**WHAT TO WORK ON**
Could you please output all of the records exactly?

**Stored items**
================================

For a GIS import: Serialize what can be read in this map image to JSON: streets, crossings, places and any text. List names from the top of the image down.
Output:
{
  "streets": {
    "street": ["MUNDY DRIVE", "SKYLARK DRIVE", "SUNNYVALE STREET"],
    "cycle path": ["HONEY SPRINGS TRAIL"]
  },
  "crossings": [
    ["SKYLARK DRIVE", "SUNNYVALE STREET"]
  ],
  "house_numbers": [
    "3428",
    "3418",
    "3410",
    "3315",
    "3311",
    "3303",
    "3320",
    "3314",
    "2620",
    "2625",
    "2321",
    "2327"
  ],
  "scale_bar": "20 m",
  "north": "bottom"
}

================================

**ANSWER**
For a GIS import: Serialize what can be read in this map image to JSON: streets, crossings, places and any text. List names from the top of the image down.
Output:
{
  "streets": {
    "street": ["MUNDY DRIVE", "SKYLARK DRIVE", "SUNNYVALE STREET"],
    "cycle path": ["HONEY SPRINGS TRAIL"]
  },
  "crossings": [
    ["SKYLARK DRIVE", "SUNNYVALE STREET"]
  ],
  "house_numbers": [
    "3428",
    "3418",
    "3410",
    "3315",
    "3311",
    "3303",
    "3320",
    "3314",
    "2620",
    "2625",
    "2321",
    "2327"
  ],
  "scale_bar": "20 m",
  "north": "bottom"
}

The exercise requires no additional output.